→ **WORK ITEM**: Go through the records below and copy out every line holding "linejoin".
☆ ☆ ☆
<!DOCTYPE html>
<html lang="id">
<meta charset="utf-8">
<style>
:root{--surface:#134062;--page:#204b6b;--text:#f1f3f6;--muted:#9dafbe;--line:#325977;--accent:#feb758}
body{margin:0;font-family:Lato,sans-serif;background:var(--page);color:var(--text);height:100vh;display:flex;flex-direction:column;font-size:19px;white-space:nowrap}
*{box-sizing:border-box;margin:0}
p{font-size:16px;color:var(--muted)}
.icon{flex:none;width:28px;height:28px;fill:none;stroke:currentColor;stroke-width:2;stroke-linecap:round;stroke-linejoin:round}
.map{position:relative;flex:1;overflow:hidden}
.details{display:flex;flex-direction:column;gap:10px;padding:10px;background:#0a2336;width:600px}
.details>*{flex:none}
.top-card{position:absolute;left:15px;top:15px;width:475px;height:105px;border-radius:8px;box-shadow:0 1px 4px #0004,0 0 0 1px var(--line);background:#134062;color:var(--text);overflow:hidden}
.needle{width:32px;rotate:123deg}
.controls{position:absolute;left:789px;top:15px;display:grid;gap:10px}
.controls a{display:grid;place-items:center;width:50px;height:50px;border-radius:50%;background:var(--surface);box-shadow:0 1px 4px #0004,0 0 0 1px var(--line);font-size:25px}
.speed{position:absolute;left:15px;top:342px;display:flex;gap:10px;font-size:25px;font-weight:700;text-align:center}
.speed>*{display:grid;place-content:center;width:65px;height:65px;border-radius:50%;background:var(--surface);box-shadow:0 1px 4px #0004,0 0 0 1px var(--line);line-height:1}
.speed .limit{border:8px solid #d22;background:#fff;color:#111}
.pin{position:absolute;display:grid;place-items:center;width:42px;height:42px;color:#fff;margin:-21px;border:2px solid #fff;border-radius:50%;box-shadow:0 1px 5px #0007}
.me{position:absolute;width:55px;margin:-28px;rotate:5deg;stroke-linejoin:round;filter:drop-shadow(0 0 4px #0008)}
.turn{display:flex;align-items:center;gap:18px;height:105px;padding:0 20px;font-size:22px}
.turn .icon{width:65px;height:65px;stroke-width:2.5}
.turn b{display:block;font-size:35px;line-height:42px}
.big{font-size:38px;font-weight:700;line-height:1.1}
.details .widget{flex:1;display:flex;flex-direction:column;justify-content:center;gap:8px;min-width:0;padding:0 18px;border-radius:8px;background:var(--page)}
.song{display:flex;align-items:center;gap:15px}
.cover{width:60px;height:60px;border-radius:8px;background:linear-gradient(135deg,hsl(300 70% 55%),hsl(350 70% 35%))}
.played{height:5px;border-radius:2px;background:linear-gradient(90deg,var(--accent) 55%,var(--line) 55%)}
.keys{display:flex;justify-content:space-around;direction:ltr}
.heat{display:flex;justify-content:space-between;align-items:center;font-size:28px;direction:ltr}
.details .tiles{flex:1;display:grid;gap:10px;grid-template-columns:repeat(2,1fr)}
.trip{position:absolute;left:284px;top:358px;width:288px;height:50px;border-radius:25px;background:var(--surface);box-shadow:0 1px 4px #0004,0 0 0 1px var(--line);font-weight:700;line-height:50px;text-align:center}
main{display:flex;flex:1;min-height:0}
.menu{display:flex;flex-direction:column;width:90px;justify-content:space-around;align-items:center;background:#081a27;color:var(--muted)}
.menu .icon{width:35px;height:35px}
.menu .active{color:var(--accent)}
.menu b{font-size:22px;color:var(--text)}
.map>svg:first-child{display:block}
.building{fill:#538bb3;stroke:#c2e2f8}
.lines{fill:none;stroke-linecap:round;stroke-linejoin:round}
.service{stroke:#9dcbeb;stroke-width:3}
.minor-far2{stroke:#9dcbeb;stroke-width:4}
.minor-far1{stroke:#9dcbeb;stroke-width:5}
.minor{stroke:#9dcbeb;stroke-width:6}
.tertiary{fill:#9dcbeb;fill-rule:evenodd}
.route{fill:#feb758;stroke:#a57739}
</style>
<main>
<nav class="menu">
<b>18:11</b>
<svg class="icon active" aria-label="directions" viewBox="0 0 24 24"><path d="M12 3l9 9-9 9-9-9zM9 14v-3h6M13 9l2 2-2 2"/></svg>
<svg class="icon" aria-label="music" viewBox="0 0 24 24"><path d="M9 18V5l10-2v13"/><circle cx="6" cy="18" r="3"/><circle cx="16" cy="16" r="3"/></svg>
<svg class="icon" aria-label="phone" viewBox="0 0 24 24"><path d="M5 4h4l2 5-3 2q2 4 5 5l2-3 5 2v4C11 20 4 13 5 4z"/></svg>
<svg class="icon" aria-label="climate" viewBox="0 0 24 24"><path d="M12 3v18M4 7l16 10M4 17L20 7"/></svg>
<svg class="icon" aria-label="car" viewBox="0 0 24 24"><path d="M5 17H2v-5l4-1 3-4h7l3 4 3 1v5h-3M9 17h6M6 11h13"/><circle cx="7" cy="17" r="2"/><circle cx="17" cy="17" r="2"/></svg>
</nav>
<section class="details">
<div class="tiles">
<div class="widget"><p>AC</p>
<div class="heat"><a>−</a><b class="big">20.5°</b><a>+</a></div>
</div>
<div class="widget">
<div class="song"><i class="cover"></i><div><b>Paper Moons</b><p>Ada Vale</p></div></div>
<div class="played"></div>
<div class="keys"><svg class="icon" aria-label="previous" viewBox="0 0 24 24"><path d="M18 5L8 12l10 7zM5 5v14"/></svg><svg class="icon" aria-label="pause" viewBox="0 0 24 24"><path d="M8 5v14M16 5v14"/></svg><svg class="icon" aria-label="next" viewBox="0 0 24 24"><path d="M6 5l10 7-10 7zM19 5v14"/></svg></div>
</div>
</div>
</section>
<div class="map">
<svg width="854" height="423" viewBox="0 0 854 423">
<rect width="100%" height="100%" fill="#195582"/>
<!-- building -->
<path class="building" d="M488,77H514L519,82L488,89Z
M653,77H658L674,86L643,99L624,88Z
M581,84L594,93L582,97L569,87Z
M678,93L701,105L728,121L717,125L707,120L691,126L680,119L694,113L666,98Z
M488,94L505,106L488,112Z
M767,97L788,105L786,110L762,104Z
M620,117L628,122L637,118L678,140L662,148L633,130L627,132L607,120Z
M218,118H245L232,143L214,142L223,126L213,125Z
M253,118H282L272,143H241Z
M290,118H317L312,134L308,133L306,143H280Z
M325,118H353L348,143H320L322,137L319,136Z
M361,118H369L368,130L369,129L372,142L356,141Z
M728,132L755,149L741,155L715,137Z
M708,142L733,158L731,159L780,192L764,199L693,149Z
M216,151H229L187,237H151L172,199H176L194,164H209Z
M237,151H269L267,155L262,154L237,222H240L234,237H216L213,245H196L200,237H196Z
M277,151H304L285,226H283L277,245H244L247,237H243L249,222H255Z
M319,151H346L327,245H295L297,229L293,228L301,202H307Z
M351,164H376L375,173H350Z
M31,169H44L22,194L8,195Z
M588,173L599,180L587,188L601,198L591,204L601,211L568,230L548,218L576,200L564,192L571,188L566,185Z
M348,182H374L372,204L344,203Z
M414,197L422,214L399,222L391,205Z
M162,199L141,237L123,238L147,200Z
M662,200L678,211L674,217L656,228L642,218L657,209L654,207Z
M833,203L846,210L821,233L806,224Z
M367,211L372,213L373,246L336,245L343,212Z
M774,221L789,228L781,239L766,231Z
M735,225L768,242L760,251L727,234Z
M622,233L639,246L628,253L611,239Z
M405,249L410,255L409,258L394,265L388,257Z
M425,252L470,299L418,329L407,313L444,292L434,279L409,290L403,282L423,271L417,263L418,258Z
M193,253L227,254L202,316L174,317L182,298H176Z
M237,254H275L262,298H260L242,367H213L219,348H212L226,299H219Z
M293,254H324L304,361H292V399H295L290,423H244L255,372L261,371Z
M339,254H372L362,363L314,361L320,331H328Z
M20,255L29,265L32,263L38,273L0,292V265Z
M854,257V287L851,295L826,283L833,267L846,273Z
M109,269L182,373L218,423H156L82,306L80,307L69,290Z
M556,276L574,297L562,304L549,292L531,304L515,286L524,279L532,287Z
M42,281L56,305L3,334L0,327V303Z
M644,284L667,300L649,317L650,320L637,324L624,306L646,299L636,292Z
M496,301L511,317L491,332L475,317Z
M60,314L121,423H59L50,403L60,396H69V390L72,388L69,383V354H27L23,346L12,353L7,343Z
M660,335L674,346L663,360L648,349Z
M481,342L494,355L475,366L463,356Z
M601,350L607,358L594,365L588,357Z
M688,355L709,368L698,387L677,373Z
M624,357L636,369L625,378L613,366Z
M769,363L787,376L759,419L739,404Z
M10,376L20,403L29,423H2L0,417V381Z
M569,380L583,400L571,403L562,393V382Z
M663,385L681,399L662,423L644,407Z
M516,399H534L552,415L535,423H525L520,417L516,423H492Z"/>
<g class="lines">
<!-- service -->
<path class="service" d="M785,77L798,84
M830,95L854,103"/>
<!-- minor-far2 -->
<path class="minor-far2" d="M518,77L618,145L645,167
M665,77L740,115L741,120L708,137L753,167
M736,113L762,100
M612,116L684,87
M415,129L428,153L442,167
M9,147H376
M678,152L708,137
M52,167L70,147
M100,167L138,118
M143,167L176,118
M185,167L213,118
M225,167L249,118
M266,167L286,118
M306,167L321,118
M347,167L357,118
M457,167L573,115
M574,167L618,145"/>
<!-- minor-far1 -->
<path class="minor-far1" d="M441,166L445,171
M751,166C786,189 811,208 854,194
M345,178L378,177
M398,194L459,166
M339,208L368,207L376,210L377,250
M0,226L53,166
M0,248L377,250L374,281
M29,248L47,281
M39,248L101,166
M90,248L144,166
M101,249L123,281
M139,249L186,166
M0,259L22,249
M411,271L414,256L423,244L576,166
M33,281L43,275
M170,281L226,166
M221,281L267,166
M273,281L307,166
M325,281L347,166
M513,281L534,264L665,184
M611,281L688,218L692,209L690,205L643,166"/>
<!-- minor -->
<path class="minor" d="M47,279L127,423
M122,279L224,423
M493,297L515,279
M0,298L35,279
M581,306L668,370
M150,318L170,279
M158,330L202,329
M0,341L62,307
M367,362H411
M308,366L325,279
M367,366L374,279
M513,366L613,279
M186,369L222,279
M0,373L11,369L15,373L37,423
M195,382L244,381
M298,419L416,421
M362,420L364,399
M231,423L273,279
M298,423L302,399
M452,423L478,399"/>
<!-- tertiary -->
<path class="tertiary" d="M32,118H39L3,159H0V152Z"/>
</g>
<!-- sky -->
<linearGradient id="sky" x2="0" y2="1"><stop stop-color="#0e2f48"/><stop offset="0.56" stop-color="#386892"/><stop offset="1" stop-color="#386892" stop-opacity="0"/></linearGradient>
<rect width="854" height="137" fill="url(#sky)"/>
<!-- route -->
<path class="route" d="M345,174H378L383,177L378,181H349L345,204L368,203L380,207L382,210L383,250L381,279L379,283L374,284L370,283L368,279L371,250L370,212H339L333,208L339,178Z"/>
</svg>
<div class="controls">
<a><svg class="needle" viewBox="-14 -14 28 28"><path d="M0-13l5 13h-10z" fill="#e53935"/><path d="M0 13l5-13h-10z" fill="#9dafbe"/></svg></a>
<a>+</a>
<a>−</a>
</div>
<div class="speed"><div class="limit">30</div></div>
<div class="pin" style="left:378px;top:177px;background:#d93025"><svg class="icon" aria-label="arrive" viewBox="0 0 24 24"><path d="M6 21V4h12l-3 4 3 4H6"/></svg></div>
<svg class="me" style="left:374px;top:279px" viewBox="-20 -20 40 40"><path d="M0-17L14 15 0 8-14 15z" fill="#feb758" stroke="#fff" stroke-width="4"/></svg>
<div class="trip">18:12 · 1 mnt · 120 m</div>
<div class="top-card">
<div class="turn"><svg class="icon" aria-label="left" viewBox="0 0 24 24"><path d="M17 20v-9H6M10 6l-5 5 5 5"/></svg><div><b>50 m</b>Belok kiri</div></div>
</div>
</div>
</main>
☆ ☆ ☆
→ **OUTPUT**:
.icon{flex:none;width:28px;height:28px;fill:none;stroke:currentColor;stroke-width:2;stroke-linecap:round;stroke-linejoin:round}
.me{position:absolute;width:55px;margin:-28px;rotate:5deg;stroke-linejoin:round;filter:drop-shadow(0 0 4px #0008)}
.lines{fill:none;stroke-linecap:round;stroke-linejoin:round}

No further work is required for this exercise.